SessionOutput also includes generation metrics such as prefill duration and tokens per second. It’s important to note that you should run a release build to obtain accurate metrics.

Presets

Summarization

In this example, we will extract a summary of the input text:

let textToSummarize = "A Large Language Model (LLM) is a type of artificial intelligence that processes and generates human-like text. It is trained on vast datasets containing books, articles, and web content, allowing it to understand and predict language patterns. LLMs use deep learning, particularly transformer-based architectures, to analyze text, recognize context, and generate coherent responses. These models have a wide range of applications, including chatbots, content creation, translation, and code generation. One of the key strengths of LLMs is their ability to generate contextually relevant text based on prompts. They utilize self-attention mechanisms to weigh the importance of words within a sentence, improving accuracy and fluency. Examples of popular LLMs include OpenAI's GPT series, Google's BERT, and Meta's LLaMA. As these models grow in size and sophistication, they continue to enhance human-computer interactions, making AI-powered communication more natural and effective.";
let text = "Text is: \"\(textToSummarize)\". Write only summary itself."

let config = SessionConfig(
    preset: .summarization,
    samplingSeed: .default,
    contextLength: .default
)
try session.load(config: config)

let input = SessionInput.text(text)
let output = session.run(
    input: input,
    maxTokens: 1024,
    samplingMethod: .argmax
) { _ in
    return true
}

This will generate 34 output tokens with only 5 model runs during the generation phase, instead of 34 runs.

Classification

Let’s look at a case where you need to classify input text based on a specific feature, such as sentiment:

let feature = SessionClassificationFeature(
    name: "sentiment",
    values: ["Happy", "Sad", "Angry", "Fearful", "Surprised", "Disgusted"]
)

let textToDetectFeature = "Today's been awesome! Everything just feels right, and I can't stop smiling."
let text = "Text is: \"\(textToDetectFeature)\". Choose \(feature.name) from the list: \(feature.values.joined(separator: ", ")). Answer with one word. Dont't add dot at the end."

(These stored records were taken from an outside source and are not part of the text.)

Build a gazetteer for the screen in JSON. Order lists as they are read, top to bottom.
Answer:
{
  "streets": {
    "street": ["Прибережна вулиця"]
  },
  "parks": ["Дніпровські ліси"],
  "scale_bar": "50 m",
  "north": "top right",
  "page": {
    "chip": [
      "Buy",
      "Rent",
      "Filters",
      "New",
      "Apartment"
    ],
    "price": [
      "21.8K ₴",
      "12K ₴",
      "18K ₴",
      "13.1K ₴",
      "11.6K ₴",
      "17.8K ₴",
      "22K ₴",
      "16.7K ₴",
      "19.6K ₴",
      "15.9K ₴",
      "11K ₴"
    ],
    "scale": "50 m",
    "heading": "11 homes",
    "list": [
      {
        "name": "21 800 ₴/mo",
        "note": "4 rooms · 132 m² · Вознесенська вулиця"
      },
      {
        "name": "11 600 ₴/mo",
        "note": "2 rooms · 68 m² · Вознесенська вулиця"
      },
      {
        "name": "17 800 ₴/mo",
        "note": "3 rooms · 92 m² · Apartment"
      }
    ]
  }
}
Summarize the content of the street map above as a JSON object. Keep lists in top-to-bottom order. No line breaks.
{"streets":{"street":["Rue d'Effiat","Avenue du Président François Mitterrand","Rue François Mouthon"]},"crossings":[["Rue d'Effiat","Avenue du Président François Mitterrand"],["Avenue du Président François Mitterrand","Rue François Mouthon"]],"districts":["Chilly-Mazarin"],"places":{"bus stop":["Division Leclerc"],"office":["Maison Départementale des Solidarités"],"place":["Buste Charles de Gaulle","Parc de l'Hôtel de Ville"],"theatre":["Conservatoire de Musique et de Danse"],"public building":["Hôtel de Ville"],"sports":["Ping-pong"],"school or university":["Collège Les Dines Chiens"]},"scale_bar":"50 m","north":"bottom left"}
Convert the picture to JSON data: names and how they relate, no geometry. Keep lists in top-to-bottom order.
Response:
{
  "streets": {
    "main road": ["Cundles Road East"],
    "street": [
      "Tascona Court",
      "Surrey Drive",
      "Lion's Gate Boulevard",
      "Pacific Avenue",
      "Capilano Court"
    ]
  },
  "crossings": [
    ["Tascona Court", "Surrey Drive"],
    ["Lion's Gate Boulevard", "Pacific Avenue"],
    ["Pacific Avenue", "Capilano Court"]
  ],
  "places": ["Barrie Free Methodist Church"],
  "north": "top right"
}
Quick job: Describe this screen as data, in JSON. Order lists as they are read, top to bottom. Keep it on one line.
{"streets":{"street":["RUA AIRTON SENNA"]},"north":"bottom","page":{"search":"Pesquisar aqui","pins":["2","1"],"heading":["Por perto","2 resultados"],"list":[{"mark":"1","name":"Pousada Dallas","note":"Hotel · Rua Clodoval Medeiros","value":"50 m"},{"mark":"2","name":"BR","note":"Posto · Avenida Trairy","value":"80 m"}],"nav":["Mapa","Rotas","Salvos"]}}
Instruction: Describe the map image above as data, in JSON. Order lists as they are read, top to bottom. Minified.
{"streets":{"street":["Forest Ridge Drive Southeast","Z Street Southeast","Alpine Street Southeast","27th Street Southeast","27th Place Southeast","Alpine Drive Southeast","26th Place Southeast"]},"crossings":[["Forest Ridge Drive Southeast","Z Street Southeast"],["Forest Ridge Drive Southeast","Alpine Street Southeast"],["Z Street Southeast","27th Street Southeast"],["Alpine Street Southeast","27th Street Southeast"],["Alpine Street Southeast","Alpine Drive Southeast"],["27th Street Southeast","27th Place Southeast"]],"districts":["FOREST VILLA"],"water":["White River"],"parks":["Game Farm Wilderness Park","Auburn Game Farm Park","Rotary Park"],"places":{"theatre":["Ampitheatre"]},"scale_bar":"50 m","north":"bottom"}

let config = SessionConfig(
    preset: .classification(feature),
    samplingSeed: .default,
    contextLength: .default
)
try session.load(config: config)

let input = SessionInput.text(text)
let output = session.run(
    input: input,
    maxTokens: 32,
    samplingMethod: .argmax
) { _ in
    return true
}

In this example, you will get the answer Happy immediately after the prefill step, and the actual generation won't even start.